WHAT YOU NEED TO DO |
Look through the entries below and return all lines including the word "evenodd".

(Beginning of ENTRIES SHOWN)

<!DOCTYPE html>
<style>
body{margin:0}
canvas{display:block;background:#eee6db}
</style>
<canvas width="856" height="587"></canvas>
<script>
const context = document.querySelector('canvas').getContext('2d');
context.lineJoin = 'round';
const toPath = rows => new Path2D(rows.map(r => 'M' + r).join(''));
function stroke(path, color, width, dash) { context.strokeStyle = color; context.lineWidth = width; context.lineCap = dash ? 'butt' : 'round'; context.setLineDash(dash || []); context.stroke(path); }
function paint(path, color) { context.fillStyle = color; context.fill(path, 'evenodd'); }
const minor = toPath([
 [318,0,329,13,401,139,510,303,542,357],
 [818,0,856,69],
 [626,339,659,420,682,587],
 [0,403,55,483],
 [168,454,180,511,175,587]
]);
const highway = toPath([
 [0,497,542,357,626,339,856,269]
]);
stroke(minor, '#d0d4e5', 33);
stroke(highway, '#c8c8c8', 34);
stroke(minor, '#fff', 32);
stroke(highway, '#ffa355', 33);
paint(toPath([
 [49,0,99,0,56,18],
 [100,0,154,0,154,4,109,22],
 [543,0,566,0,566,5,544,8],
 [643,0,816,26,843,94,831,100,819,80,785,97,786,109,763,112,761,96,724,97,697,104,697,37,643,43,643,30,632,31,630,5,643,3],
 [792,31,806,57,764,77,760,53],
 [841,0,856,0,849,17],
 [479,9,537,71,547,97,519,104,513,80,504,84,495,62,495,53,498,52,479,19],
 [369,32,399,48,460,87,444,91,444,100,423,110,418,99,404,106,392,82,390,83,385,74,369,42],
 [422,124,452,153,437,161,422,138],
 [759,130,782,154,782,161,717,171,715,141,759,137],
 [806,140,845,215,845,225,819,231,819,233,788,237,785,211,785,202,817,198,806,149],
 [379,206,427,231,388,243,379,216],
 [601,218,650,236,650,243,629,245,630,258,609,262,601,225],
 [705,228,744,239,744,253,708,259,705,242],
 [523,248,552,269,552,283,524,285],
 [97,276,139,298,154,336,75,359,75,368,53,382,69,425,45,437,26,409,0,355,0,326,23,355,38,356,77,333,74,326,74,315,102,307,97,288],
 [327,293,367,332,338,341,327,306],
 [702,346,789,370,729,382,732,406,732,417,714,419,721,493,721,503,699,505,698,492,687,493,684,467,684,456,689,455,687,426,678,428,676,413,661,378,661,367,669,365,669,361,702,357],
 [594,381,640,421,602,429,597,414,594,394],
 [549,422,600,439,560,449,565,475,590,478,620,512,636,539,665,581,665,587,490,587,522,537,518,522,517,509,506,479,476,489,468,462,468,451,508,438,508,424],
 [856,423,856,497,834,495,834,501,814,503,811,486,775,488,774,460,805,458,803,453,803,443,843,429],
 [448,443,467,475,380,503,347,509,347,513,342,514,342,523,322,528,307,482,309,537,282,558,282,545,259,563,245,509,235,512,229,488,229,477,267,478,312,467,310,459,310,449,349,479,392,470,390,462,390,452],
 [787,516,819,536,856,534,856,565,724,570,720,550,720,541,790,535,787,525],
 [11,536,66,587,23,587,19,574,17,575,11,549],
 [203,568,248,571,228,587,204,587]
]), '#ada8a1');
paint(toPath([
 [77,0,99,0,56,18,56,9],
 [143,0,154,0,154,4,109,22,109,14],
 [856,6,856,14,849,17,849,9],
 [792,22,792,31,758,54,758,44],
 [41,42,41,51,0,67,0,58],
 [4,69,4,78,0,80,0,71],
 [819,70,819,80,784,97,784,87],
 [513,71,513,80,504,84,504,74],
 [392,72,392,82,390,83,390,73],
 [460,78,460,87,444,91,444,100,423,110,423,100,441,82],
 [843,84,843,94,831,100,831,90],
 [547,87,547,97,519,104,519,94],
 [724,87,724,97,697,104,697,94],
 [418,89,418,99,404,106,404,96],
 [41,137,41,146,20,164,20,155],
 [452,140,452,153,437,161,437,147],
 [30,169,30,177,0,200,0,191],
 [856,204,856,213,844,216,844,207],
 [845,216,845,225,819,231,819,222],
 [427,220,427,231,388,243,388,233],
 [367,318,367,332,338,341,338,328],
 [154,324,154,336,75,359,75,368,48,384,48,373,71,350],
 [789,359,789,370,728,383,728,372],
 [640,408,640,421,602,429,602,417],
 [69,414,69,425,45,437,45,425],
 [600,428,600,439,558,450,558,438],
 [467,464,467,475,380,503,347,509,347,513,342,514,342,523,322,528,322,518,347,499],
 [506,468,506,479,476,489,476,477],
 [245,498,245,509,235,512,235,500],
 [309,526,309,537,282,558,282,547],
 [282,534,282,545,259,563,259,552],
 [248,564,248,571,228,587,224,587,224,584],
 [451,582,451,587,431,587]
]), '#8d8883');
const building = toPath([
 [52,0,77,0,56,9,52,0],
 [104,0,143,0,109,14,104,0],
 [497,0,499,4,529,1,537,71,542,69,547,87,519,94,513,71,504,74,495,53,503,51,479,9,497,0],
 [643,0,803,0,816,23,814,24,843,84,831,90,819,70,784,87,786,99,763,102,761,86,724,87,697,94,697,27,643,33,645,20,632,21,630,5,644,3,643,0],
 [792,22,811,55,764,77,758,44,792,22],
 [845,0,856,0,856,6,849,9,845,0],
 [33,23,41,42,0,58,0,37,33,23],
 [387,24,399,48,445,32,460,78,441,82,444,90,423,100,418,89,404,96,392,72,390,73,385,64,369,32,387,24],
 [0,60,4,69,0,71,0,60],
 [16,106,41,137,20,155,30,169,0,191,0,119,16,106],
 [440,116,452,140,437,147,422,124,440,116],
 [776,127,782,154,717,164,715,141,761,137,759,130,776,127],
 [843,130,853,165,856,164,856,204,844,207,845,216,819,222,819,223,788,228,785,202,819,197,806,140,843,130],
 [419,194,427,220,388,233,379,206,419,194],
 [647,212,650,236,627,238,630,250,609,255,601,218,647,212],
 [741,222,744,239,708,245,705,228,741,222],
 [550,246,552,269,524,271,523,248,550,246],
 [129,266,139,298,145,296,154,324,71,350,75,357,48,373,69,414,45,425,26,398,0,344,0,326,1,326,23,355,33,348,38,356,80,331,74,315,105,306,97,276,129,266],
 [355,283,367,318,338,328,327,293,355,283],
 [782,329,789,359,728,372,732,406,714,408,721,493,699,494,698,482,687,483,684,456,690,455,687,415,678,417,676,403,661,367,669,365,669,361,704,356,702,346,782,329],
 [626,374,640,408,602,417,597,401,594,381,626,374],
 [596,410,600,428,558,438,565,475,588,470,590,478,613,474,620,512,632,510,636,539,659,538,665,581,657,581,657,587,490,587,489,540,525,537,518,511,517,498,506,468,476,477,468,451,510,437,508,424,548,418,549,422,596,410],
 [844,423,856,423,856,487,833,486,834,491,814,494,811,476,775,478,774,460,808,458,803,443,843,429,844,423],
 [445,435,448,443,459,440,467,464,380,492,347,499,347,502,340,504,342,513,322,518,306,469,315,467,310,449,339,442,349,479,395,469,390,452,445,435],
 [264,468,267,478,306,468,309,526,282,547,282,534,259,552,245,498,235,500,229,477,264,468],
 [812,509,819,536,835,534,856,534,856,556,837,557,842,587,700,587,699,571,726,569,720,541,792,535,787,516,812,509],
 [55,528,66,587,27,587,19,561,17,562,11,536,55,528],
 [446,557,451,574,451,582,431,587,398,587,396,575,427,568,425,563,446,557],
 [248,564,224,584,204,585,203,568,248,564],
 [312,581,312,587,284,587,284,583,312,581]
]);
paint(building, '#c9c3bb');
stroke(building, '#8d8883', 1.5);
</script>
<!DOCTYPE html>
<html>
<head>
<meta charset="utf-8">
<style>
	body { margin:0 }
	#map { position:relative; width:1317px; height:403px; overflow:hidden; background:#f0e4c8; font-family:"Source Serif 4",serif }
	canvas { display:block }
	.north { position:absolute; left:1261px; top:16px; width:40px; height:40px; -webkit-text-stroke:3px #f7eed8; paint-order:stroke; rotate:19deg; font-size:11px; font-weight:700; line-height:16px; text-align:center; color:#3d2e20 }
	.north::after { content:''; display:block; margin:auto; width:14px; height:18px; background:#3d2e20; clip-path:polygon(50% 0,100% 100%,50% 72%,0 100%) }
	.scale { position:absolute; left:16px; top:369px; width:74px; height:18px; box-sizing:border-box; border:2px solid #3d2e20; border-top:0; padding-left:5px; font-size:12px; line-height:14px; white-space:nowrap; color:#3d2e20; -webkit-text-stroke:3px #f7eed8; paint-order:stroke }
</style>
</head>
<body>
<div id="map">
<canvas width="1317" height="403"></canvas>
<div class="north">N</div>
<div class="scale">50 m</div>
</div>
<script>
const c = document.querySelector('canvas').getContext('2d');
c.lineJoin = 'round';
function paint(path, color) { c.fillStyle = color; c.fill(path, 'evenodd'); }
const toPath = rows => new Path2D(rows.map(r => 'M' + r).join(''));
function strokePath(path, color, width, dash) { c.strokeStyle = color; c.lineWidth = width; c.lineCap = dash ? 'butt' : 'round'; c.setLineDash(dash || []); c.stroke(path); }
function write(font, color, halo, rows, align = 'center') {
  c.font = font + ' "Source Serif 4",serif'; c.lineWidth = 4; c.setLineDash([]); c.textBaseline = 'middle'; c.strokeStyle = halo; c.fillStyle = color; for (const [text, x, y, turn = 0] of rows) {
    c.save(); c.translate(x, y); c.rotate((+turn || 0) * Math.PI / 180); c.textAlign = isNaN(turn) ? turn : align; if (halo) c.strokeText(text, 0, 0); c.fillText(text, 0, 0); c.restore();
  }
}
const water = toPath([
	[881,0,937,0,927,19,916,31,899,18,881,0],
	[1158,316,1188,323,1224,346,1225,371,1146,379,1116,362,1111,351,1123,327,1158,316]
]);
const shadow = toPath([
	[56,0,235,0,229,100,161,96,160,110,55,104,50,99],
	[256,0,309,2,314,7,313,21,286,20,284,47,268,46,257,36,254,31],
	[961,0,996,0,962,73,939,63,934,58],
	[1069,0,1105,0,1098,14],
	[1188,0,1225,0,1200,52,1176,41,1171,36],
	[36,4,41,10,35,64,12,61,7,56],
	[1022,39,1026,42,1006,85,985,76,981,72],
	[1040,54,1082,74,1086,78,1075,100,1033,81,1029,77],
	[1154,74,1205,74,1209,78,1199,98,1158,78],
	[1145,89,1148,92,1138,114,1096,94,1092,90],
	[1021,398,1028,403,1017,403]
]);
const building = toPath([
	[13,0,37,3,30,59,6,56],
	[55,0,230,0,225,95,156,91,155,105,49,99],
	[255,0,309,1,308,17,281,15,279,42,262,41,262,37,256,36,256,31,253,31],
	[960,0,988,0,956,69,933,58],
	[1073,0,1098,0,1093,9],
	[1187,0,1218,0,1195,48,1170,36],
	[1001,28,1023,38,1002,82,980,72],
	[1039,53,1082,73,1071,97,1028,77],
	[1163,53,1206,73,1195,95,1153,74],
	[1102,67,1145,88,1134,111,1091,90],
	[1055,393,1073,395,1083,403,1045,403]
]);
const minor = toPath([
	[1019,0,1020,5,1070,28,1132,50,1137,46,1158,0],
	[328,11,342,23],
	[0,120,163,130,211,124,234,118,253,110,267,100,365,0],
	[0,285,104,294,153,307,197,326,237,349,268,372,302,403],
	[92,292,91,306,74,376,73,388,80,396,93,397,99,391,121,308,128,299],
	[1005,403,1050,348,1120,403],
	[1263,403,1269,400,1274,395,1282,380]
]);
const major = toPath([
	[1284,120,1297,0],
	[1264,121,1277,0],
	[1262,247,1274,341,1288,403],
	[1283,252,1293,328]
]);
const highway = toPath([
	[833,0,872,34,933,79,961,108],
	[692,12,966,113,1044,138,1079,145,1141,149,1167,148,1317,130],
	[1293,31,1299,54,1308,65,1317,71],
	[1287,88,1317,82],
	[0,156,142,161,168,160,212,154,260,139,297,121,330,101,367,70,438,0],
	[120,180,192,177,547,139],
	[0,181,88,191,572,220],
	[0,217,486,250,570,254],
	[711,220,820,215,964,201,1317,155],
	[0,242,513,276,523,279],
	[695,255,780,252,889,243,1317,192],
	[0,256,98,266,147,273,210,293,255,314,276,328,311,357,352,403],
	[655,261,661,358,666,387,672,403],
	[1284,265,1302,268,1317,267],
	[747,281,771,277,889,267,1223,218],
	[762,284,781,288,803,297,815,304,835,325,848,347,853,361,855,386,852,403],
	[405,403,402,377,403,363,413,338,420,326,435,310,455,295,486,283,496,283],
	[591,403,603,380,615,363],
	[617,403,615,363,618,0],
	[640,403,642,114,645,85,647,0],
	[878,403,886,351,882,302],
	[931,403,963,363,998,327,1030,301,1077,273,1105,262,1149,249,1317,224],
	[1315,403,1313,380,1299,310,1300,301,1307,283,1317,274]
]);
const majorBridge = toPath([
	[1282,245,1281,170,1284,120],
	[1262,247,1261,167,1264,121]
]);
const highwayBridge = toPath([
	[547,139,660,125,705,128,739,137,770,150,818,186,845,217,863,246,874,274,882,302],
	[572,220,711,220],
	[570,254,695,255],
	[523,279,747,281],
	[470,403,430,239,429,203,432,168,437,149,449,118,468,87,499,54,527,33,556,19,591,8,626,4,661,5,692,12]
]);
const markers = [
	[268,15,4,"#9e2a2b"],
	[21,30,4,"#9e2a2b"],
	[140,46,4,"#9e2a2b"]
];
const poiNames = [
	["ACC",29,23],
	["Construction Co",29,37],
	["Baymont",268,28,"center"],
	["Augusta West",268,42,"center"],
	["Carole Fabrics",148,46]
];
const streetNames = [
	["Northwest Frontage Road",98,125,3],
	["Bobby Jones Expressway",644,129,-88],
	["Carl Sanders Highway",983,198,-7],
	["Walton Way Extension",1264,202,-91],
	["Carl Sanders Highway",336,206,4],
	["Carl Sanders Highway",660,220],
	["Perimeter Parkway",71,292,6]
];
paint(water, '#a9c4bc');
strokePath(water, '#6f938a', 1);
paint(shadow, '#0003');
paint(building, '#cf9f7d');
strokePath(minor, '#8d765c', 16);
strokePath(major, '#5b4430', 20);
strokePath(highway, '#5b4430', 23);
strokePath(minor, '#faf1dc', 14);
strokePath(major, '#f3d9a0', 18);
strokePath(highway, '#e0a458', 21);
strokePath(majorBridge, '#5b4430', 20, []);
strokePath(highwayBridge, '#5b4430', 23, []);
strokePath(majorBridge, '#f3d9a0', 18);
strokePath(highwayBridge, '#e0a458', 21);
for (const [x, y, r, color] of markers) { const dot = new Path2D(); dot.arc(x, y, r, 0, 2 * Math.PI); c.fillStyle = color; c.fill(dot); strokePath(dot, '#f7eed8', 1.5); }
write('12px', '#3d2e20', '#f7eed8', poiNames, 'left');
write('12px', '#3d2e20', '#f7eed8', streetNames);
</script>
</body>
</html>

(End of ENTRIES SHOWN)

EXPECTED OUTPUT |
function paint(path, color) { context.fillStyle = color; context.fill(path, 'evenodd'); }
function paint(path, color) { c.fillStyle = color; c.fill(path, 'evenodd'); }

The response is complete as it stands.